Segment Start: SOURCE DATA
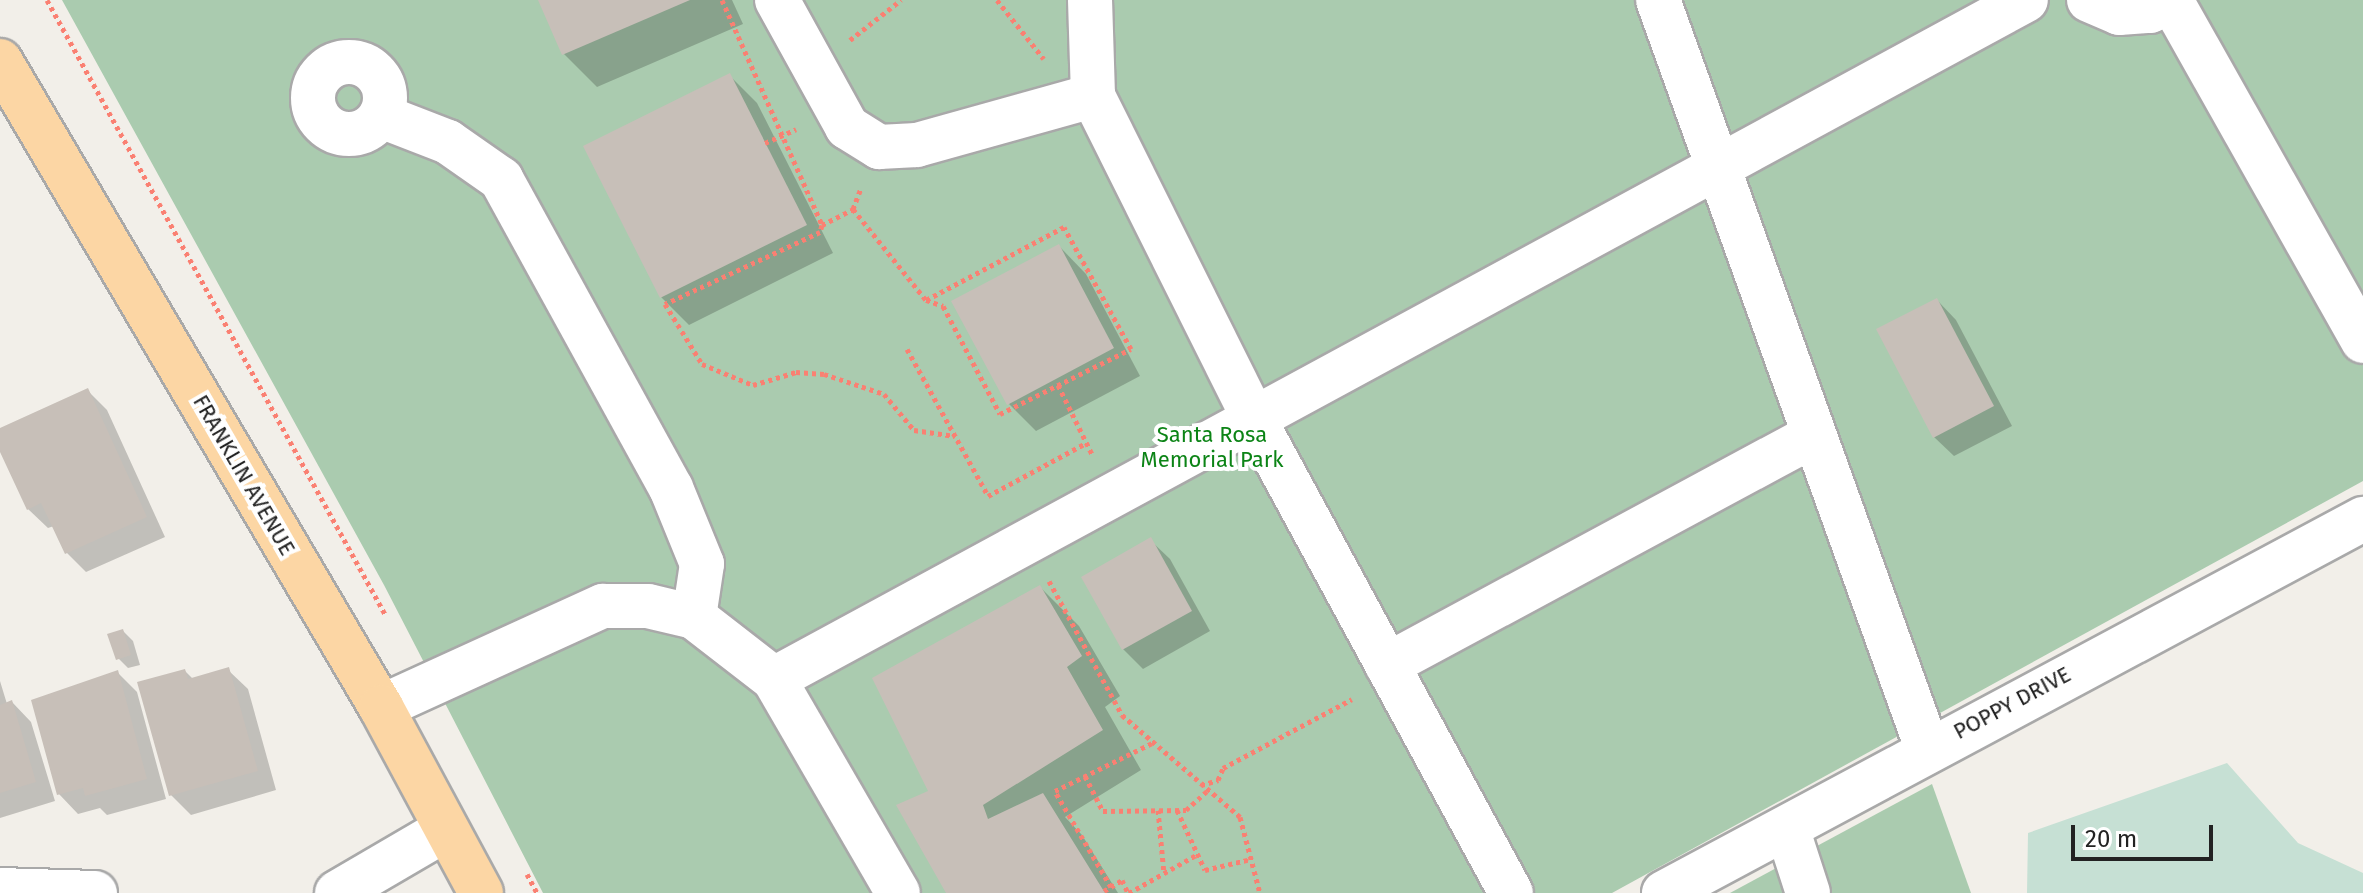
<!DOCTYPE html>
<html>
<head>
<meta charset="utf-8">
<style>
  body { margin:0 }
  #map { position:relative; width:2363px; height:893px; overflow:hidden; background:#f2efe9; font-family:"Fira Sans",sans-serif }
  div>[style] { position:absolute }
  .wetland>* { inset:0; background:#c6e0d4 }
  .cemetery>* { inset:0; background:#aacbaf }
  .shadow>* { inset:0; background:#0003 }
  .building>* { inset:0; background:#c7bfb8 }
  .path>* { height:5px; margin-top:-2.5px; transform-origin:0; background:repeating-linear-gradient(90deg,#fa8072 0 4px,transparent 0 8px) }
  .roads { filter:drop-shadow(2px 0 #a9a9a9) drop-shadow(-2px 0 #a9a9a9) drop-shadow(0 2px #a9a9a9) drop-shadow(0 -2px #a9a9a9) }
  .minor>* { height:44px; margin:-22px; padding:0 22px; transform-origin:22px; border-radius:22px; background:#fff }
  .minor>.ring { margin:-22px; padding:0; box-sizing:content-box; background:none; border:44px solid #fff; border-radius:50% }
  .major>* { height:44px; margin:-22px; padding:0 22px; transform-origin:22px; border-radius:22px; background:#fcd6a4 }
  span { translate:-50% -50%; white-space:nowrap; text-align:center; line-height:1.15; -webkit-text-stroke:8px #fff; paint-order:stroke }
  .park-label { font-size:22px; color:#0c8416 }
  .street-label { font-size:22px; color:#222 }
  .scale { position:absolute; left:2071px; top:825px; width:142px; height:36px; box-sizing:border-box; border:4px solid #222; border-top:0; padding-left:10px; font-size:24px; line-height:28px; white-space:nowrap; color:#222; -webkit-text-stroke:6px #fff; paint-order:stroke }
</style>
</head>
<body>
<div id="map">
  <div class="wetland">
    <i style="clip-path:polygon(2227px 763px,2298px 843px,2363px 873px,2363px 893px,2027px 893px,2028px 833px)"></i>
  </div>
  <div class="cemetery">
    <i style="clip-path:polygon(62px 0,2363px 0,2363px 481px,1612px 893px,543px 893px,384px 585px)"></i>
    <i style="clip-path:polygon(1932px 784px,1971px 893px,1730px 893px)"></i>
  </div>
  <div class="shadow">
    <i style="clip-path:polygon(540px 0,732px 0,743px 24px,597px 87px,564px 54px)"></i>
    <i style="clip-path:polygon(729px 75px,757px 103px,833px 253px,689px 325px,661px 297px)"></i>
    <i style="clip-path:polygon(1059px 246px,1086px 274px,1140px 376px,1036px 431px,1009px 404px)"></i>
    <i style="clip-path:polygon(1937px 300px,1956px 320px,2012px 426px,1954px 456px,1934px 437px)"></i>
    <i style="clip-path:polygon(88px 391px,107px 410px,165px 537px,86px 572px,67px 553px,54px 526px,48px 528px,28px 509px,0 447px,0 431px)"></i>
    <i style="clip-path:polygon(1150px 540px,1170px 559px,1210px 631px,1143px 669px,1123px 649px)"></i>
    <i style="clip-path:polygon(1040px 587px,1079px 626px,1120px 696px,1105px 707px,1141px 770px,1065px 817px,1082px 835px,1118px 893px,950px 893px,931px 791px)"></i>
    <i style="clip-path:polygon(123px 631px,133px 641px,140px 665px,128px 668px,118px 658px)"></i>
    <i style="clip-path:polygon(228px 670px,248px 689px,276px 790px,191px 815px,171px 795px,185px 671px,193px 679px)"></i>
    <i style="clip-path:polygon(117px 672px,137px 692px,166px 799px,107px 815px,100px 808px,78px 814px,59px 794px)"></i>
    <i style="clip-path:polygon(0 681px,7px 704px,12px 702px,31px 722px,55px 801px,0 818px)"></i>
  </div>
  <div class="building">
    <i style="clip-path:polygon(538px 0,690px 0,562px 55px)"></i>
    <i style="clip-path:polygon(730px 73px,807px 225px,660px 298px,583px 146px)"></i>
    <i style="clip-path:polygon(1059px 244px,1114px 348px,1007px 405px,951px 301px)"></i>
    <i style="clip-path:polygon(1937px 298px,1994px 406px,1933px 438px,1876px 329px)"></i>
    <i style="clip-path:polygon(88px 388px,147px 517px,65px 554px,41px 503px,27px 510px,0 452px,0 428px)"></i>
    <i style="clip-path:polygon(1151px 537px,1192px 611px,1122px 650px,1081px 577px)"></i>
    <i style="clip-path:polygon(1040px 585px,1082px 656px,1067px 667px,1103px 730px,983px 805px,988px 819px,1043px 793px,1105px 893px,946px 893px,896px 805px,928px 791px,872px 678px)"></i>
    <i style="clip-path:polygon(123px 629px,131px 655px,116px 660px,107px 634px)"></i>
    <i style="clip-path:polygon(229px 667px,258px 771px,169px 796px,137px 682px,185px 669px,188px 679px)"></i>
    <i style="clip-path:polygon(118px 670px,147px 779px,85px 796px,83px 788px,57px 795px,31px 700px)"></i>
    <i style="clip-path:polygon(12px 700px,36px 782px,0 793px,0 705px)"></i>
  </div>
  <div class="path">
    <i style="left:47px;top:0;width:703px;rotate:61.17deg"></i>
    <i style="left:722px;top:0;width:246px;rotate:66deg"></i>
    <i style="left:822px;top:225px;width:35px;rotate:-27deg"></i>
    <i style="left:853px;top:209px;width:22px;rotate:-69deg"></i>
    <i style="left:997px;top:0;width:75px;rotate:51.5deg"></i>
    <i style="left:850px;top:40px;width:65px;rotate:-38.1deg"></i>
    <i style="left:765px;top:143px;width:34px;rotate:-24deg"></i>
    <i style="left:853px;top:209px;width:117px;rotate:51.3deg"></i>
    <i style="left:926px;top:300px;width:18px;rotate:19deg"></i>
    <i style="left:943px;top:306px;width:122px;rotate:62.2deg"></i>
    <i style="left:1000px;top:414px;width:146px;rotate:-26.4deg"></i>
    <i style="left:1131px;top:349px;width:139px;rotate:-118.8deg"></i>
    <i style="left:1064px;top:227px;width:156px;rotate:152.1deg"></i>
    <i style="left:822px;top:225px;width:7px;rotate:106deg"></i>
    <i style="left:820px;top:232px;width:171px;rotate:155.1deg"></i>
    <i style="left:665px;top:304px;width:70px;rotate:58.3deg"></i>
    <i style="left:702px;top:364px;width:55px;rotate:22.4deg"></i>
    <i style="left:753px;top:385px;width:45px;rotate:-16.8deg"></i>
    <i style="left:796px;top:372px;width:28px;rotate:4deg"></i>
    <i style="left:824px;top:374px;width:63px;rotate:18.4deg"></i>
    <i style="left:884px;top:394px;width:47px;rotate:50.2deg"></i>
    <i style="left:914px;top:430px;width:41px;rotate:8.3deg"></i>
    <i style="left:907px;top:349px;width:168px;rotate:61.1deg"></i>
    <i style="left:988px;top:496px;width:111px;rotate:-28.4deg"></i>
    <i style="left:1058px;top:385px;width:79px;rotate:63.8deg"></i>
    <i style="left:1049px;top:581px;width:153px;rotate:61.4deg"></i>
    <i style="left:1122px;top:715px;width:156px;rotate:40.8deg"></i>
    <i style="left:1240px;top:817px;width:79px;rotate:75.3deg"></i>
    <i style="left:1085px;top:776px;width:39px;rotate:63deg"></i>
    <i style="left:1103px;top:811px;width:83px;rotate:-0.7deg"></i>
    <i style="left:1186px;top:810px;width:28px;rotate:-42deg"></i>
    <i style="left:1201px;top:785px;width:18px;rotate:-16deg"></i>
    <i style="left:1218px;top:780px;width:13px;rotate:-67deg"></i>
    <i style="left:1223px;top:768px;width:146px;rotate:-28.1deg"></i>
    <i style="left:1158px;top:810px;width:63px;rotate:84.6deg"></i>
    <i style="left:1177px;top:810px;width:66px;rotate:65deg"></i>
    <i style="left:1205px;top:870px;width:47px;rotate:-13.4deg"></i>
    <i style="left:527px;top:874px;width:21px;rotate:62deg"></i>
    <i style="left:1111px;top:887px;width:111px;rotate:-120.3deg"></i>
    <i style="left:1055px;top:791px;width:108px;rotate:-26.3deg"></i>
    <i style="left:1104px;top:891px;width:21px;rotate:-31deg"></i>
    <i style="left:1122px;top:880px;width:14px;rotate:65deg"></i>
    <i style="left:1129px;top:893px;width:79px;rotate:-29.5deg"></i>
  </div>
  <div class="roads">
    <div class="minor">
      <i style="left:777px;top:0;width:145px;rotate:61.1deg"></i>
      <i style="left:847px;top:127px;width:38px;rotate:32deg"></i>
      <i style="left:879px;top:147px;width:38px;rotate:-3deg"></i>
      <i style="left:917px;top:145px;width:183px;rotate:-15.6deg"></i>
      <i style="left:1090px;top:0;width:96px;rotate:88.2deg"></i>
      <i style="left:1093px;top:96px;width:361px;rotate:63.5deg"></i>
      <i style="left:1254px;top:419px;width:539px;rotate:61.53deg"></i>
      <i style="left:1658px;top:0;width:795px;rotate:70.22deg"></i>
      <i style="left:2089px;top:0;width:33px;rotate:23deg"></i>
      <i style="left:2119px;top:13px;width:31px;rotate:-4deg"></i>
      <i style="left:2150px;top:11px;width:26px;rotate:-25deg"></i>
      <i style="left:2172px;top:2px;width:389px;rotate:60.6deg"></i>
      <i class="ring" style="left:313px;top:62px;width:28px;height:28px"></i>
      <i style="left:381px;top:116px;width:72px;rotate:21.2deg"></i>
      <i style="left:448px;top:142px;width:65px;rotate:34.9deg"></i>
      <i style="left:501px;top:179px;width:353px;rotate:61.2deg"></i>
      <i style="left:671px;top:488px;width:82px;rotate:67.8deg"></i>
      <i style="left:702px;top:564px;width:54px;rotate:98.6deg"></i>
      <i style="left:1387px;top:665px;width:483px;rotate:-28.3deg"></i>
      <i style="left:774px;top:679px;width:1424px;rotate:-28.47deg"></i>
      <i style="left:381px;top:707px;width:244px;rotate:-24.5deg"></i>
      <i style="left:603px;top:606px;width:45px"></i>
      <i style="left:648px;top:606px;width:47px;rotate:13.4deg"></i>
      <i style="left:694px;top:617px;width:101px;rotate:37.8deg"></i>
      <i style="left:774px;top:679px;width:247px;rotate:59.9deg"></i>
      <i style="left:1788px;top:831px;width:65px;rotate:72.1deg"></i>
      <i style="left:0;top:890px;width:95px;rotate:1.8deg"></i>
      <i style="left:337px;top:893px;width:125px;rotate:-30.3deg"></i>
      <i style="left:1664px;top:893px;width:793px;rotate:-28.15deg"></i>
    </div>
    <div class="major">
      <i style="left:0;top:61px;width:750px;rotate:59.47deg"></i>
      <i style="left:381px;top:707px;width:211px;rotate:61.7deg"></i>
    </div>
  </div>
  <div class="park-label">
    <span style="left:1212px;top:447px">Santa Rosa<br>Memorial Park</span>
  </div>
  <div class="street-label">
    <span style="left:244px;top:475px;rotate:60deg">FRANKLIN AVENUE</span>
    <span style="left:2012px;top:703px;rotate:-28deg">POPPY DRIVE</span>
  </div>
  <div class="scale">20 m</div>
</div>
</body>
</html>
Segment End: SOURCE DATA
[YOUR INSTRUCTIONS] Return only the lines from the start of the data through the line that contains "filter:drop-shadow(2px 0 #a9a9a9)", please, copying them exactly and omitting all pictures.

[RESULT OF THIS EXERCISE]
<!DOCTYPE html>
<html>
<head>
<meta charset="utf-8">
<style>
  body { margin:0 }
  #map { position:relative; width:2363px; height:893px; overflow:hidden; background:#f2efe9; font-family:"Fira Sans",sans-serif }
  div>[style] { position:absolute }
  .wetland>* { inset:0; background:#c6e0d4 }
  .cemetery>* { inset:0; background:#aacbaf }
  .shadow>* { inset:0; background:#0003 }
  .building>* { inset:0; background:#c7bfb8 }
  .path>* { height:5px; margin-top:-2.5px; transform-origin:0; background:repeating-linear-gradient(90deg,#fa8072 0 4px,transparent 0 8px) }
  .roads { filter:drop-shadow(2px 0 #a9a9a9) drop-shadow(-2px 0 #a9a9a9) drop-shadow(0 2px #a9a9a9) drop-shadow(0 -2px #a9a9a9) }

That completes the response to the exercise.